BountyQuest, which is to receive a 40 percent commission on bounties paid,
will monitor the process and will be liable to pay the bounty if the posting
group cannot or will not pay it to a deserving party."

[http://www.nytimes.com/2000/10/23/technology/23PATE.html](http://www.nytimes.com/2000/10/23/technology/23PATE.html)

However Tim then shut the site down, saying "I had high hopes for BountyQuest,
too; it seemed like a great idea. But while I still believe that the failure
to search for prior art remains a major problem for the patent system, the
company was not able to make a successful business bridging the gap. Of
course, this could simply have been an execution issue, or market timing. But
it could also have been the fact that the patent mess is a thorny thicket that
doesn't lend itself well to penetration by amateurs."

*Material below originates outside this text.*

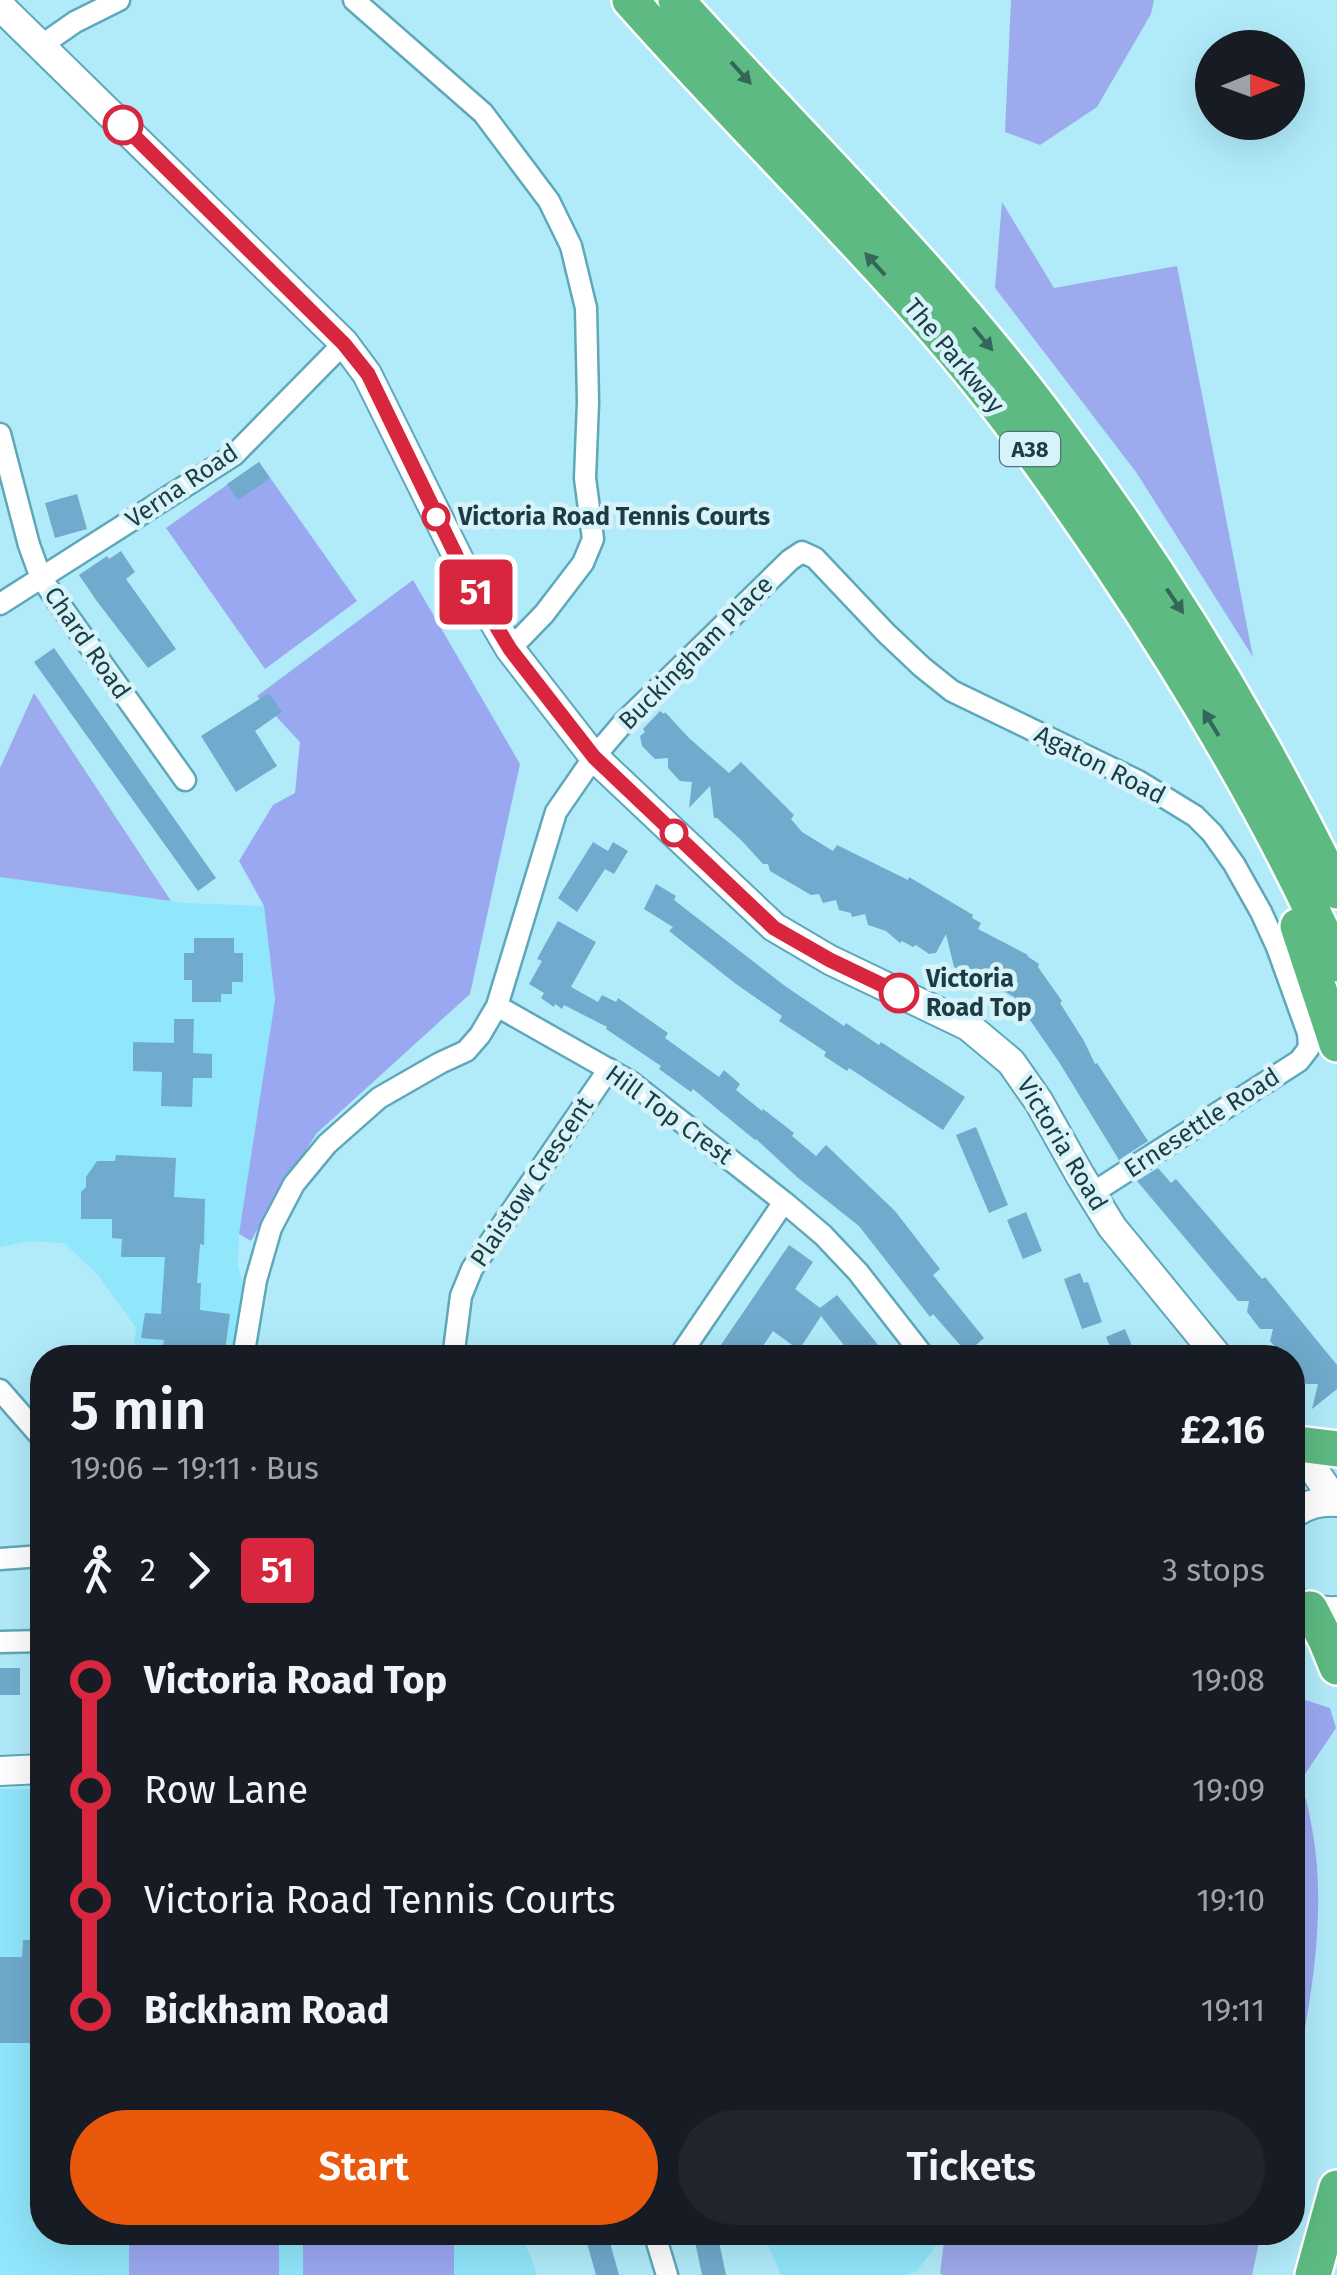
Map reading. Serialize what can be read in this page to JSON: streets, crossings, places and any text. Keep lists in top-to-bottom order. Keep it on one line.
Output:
{"streets":{"highway":["The Parkway","A38"],"street":["Verna Road","Chard Road","Buckingham Place","Agaton Road","Hill Top Crest","Ernesettle Road","Victoria Road","Plaistow Crescent"]},"crossings":[["The Parkway","A38"],["A38","Agaton Road"],["A38","Ernesettle Road"],["Verna Road","Chard Road"],["Verna Road","Victoria Road"],["Buckingham Place","Agaton Road"],["Buckingham Place","Hill Top Crest"],["Buckingham Place","Victoria Road"],["Agaton Road","Ernesettle Road"],["Hill Top Crest","Plaistow Crescent"],["Ernesettle Road","Victoria Road"]],"places":["Victoria Road Tennis Courts","Victoria Road Top"],"lines":["bus line 51"],"north":"right","page":{"on_map":"51","heading":["5 min","19:06 – 19:11 · Bus","£2.16"],"legs":["2","51","3 stops"],"list":[{"name":"Victoria Road Top","value":"19:08"},{"name":"Row Lane","value":"19:09"},{"name":"Victoria Road Tennis Courts","value":"19:10"},{"name":"Bickham Road","value":"19:11"}],"buttons":["Start","Tickets"]}}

[http://oreilly.com/pub/a/oreilly/ask_tim/2003/bountyquest_10...](http://oreilly.com/pub/a/oreilly/ask_tim/2003/bountyquest_1003.html)

------
VandyILL
I really don't understand what you're advocating or what mechanism you hope to
develop.

You basically want to put out bounties for law firms to take cases against
patents? What patents would they target? What adversarial setting would they
defend / attack patents in? Couldn't this result in a race to the bottom about
what things people want in the public domain - ie. a bunch of people
petitioning to have a law firm attack Amazon's One-Click patent? Basically if
someone made something desirable enough, then an efficient market would funnel
enough money into trumping their patent through your concept, destroying
whatever incentive the company had to make something valuable.

I could be off on what your suggesting, so i apologize.

While there are lots of flaws & advantages in the patent system, one major
opinion I have is that there should be some sort of use/active-pursue
requirement. Ie. you can't claim property ownership over an idea unless you're
actively putting it into product / trying to figure out how. Or maybe a
shorter length of the patent (ie. 5/10 years), unless you're actively pursuing
it.

This would be similar to adjustments in other types of property law. Ie. a lot
of property law is based on incentives to define ownership / acquisition in a
means that most benefits society. For example in the old property case
Brazelton, they didn't award ownership to the person who found a sunk ship &
squatted on it, but rather awarded ownership to the person who came later but
actually had the technology to lift it.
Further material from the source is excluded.